Ein heißer Sommertag im August 1892. In der Industriestadt Fall River, Massachusetts, herrscht drückende Hitze. Hinter den schweren Vorhängen des Hauses der Familie Borden scheint alles ruhig – bis ein Schrei die Stille zerreißt.
Das Dienstmädchen Bridget Sullivan stürzt die Treppe hinunter. Im Wohnzimmer entdeckt sie ein Bild des Grauens: Hausherr Andrew Borden liegt auf dem Sofa, erschlagen, elf tiefe Wunden im Gesicht. Wenige Minuten später macht man eine zweite, noch grausamere Entdeckung: Im Gästezimmer im oberen Stockwerk liegt die Stiefmutter Abby – auch sie brutal niedergeschlagen, der Schädel von zahlreichen Axthieben zerschmettert.
Wer konnte diese Morde verüben? Es gibt keine Einbruchsspuren, kein Fenster wurde aufgebrochen, keine Tür beschädigt. Zur Tatzeit befanden sich im Haus nur drei Personen: das Dienstmädchen – und die Tochter Lizzie.
Von Beginn an wirkt die junge Frau merkwürdig gefasst. Ihre Aussagen widersprechen sich. Mal erzählt sie, die Stiefmutter habe einen Zettel bekommen und sei ausgegangen, mal will sie nicht wissen, wo Abby war. Und nur wenige Tage nach der Tat verbrennt sie ein Kleid im Ofen – angeblich, weil es voller Farbe war. Doch mehrere Zeugen schwören, dass Lizzie genau dieses Kleid am Morgen des Mordes getragen hatte.

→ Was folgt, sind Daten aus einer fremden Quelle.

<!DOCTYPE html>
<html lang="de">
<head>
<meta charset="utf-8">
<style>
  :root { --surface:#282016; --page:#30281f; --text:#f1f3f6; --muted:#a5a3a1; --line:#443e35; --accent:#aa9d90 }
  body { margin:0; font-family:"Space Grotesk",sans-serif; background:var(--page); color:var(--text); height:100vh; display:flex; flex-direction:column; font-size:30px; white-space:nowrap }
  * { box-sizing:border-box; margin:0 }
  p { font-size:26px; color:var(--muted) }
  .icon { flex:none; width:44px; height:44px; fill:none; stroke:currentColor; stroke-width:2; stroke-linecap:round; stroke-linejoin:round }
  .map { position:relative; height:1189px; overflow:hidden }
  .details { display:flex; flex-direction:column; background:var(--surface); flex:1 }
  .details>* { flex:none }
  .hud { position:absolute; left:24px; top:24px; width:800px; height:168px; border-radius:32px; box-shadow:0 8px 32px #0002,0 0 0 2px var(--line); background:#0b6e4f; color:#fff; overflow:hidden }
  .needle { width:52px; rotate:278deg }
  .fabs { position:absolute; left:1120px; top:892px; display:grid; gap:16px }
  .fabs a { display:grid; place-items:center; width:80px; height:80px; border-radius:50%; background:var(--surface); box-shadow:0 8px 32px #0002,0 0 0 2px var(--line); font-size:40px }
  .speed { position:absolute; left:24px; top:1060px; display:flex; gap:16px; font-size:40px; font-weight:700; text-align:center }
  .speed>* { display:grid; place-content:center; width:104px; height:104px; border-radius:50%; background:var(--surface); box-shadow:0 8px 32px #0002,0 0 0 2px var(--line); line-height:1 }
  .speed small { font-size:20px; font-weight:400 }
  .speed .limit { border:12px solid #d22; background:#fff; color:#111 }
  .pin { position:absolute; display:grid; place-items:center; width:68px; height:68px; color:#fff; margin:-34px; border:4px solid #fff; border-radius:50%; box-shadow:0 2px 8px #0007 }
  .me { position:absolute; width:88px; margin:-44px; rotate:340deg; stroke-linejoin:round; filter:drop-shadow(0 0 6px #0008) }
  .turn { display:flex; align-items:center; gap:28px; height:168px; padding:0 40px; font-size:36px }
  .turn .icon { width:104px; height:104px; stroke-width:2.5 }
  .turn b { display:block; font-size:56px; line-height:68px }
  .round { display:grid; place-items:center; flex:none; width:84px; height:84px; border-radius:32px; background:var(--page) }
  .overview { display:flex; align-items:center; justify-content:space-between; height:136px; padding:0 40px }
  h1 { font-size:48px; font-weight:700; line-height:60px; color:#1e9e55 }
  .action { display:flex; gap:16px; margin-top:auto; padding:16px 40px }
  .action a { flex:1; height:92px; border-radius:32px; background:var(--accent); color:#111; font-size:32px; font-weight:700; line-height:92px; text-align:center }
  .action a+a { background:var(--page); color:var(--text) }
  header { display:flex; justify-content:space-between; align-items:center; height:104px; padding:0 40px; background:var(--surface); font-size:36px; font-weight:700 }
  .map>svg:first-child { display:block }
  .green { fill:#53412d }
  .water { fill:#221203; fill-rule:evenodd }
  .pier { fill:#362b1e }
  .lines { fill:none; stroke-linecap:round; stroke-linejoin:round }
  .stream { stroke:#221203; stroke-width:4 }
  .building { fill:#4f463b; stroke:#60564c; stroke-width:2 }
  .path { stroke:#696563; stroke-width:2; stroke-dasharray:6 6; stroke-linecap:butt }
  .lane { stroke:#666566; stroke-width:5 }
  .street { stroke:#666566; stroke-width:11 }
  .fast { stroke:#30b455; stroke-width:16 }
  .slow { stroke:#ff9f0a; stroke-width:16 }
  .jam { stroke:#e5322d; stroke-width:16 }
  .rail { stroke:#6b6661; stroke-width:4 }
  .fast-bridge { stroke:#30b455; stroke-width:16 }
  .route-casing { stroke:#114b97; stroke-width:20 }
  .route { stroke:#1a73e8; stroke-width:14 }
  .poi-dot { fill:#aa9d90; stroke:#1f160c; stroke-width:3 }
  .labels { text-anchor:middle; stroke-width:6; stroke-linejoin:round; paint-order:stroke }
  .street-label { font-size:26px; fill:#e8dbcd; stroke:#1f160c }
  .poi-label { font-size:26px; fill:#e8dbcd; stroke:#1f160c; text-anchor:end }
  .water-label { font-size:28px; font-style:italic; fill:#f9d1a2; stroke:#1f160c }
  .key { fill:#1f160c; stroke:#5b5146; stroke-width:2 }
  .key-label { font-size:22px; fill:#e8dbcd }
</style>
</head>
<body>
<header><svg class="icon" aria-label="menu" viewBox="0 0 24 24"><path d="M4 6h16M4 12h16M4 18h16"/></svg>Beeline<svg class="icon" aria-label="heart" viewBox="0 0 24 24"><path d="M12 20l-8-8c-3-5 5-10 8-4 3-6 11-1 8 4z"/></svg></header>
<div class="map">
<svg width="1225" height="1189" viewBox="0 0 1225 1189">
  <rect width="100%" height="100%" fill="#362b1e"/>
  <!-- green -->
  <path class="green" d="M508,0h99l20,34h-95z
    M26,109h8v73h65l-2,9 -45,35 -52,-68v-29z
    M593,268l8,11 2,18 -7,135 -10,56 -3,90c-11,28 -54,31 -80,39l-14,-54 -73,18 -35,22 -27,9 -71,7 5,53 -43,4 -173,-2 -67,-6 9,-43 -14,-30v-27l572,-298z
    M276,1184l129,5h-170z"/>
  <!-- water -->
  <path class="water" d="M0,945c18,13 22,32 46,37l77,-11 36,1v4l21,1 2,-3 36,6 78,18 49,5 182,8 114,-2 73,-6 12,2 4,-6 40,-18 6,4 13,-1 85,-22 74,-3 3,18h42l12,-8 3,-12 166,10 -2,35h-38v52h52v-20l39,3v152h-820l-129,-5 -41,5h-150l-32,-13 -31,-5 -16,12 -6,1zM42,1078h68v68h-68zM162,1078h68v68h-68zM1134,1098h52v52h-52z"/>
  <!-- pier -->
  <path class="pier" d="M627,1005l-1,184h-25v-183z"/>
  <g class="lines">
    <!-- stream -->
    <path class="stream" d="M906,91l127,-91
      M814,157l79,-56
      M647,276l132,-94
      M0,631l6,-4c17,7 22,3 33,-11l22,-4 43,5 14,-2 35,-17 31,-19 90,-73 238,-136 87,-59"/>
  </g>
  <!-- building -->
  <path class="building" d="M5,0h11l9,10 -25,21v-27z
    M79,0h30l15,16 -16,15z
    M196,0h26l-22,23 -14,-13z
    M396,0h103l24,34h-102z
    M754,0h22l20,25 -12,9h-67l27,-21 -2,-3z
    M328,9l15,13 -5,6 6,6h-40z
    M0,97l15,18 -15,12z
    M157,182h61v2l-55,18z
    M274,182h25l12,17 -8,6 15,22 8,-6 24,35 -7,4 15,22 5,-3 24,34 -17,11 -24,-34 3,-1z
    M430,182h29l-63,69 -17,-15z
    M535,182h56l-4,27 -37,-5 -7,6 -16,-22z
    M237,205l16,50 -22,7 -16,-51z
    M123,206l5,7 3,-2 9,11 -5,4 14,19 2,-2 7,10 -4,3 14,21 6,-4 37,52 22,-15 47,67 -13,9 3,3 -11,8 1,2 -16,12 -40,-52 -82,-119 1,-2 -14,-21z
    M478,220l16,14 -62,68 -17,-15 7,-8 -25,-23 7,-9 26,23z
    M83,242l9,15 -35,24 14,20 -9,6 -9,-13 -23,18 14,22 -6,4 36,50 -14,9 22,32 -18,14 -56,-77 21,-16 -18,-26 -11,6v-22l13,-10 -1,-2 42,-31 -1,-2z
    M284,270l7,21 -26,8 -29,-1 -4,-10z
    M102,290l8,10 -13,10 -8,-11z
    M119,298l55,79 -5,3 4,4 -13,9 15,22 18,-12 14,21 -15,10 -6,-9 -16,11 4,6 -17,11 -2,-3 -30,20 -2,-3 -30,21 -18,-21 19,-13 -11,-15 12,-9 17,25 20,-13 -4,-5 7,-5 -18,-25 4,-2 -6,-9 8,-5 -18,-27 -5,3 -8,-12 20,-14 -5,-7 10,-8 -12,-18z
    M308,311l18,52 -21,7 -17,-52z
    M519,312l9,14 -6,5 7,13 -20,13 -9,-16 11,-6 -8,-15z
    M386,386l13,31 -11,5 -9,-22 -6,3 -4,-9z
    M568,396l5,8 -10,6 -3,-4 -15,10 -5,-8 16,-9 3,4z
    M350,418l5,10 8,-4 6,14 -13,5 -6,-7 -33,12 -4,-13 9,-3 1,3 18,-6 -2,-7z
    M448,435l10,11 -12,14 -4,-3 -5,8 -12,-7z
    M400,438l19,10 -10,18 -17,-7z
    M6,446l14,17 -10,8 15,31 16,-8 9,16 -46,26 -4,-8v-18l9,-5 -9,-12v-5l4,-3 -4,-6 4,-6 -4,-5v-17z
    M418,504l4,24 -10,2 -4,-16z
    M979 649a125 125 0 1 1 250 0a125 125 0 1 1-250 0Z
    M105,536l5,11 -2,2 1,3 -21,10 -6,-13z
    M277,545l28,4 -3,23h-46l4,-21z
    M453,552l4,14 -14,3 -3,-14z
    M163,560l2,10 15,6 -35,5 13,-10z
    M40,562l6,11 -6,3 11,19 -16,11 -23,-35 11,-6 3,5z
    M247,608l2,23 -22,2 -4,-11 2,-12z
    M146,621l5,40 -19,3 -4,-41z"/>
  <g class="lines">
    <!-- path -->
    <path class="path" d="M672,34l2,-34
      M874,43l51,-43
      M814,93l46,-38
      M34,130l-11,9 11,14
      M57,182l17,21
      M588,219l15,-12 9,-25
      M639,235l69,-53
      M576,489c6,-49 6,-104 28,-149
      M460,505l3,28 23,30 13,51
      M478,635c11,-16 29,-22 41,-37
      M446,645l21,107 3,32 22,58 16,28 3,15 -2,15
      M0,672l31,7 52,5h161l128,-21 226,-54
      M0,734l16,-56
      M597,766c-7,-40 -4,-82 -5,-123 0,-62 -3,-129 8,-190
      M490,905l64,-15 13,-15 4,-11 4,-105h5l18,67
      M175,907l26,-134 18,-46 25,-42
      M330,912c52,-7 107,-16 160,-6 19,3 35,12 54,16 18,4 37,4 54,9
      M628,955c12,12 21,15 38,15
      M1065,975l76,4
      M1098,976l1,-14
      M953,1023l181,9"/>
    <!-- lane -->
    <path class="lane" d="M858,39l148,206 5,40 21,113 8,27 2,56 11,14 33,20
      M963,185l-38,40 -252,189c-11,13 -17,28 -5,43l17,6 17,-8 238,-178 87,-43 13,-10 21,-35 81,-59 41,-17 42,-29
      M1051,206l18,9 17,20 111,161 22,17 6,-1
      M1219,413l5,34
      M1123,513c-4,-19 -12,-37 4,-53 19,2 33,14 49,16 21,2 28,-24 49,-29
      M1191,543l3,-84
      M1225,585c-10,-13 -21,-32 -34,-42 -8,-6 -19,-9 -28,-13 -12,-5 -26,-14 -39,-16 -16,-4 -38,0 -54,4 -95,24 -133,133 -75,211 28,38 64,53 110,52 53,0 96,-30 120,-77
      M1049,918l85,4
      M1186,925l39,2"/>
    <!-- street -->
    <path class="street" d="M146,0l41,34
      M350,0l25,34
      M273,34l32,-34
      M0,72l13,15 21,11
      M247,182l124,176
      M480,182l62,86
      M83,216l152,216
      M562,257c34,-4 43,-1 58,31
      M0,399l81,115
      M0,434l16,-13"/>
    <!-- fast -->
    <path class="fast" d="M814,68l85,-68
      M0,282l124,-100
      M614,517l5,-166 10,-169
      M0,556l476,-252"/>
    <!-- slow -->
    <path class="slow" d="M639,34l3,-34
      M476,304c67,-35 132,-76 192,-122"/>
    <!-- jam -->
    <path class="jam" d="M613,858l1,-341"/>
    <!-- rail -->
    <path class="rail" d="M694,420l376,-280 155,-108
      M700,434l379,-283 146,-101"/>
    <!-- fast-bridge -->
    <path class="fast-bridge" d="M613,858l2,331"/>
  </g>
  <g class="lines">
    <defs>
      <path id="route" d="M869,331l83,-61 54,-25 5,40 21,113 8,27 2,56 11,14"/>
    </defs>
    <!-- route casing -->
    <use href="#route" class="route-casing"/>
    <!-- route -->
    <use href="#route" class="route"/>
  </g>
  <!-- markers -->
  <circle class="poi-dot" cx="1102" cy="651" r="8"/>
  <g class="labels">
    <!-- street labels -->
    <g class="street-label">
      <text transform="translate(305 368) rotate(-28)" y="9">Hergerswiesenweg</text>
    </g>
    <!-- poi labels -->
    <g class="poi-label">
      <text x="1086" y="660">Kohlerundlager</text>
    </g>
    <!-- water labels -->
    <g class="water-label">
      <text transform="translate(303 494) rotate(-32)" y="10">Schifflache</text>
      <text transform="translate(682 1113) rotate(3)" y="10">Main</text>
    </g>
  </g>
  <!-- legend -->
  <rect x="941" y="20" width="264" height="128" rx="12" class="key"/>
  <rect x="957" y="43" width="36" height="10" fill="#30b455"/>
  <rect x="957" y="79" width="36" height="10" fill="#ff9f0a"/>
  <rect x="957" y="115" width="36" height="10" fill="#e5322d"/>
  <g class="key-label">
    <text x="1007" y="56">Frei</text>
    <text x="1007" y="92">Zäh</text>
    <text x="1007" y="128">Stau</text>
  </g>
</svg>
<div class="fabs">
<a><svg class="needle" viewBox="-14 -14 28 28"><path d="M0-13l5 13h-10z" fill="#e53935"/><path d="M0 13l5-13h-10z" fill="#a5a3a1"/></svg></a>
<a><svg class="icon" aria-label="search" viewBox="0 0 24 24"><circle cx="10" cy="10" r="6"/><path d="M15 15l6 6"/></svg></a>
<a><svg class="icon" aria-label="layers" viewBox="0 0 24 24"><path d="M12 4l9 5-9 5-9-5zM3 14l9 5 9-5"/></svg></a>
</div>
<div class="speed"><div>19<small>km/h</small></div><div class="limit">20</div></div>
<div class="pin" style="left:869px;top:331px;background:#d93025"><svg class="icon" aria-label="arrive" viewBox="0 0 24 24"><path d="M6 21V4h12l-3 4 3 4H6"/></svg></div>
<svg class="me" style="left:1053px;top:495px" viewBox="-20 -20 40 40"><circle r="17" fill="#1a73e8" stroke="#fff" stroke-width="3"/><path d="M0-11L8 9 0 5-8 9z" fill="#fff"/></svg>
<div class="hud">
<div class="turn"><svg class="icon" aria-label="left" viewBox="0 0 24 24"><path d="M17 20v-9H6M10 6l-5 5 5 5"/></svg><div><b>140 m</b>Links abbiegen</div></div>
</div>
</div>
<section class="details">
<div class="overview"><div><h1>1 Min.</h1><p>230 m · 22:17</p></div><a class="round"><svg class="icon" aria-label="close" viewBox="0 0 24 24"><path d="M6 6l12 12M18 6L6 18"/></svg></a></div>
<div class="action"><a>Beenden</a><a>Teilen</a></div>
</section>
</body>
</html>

Ein Prozess voller Zweifel
Im Juni 1893 beginnt der Prozess. Ganz Amerika verfolgt gespannt die Verhandlungen. Die Staatsanwaltschaft ist überzeugt: Nur Lizzie konnte die Morde begangen haben. Doch ihre Verteidiger stellen entscheidende Fragen:
Wie konnte eine Frau in so kurzer Zeit zwei Menschen mit solcher Gewalt töten, sich säubern, die Waffe verschwinden lassen – und dennoch völlig unbefleckt wirken, als Nachbarn eintrafen?
Zeugen sprechen von einem unbekannten Mann, der am Abend zuvor in der Nähe gesehen wurde. Ein Arzt erklärt, Lizzie habe Beruhigungsmittel genommen, was ihre widersprüchlichen Aussagen erklären könnte. Andere beteuern, sie hätten keine Blutspuren an ihrer Kleidung gesehen.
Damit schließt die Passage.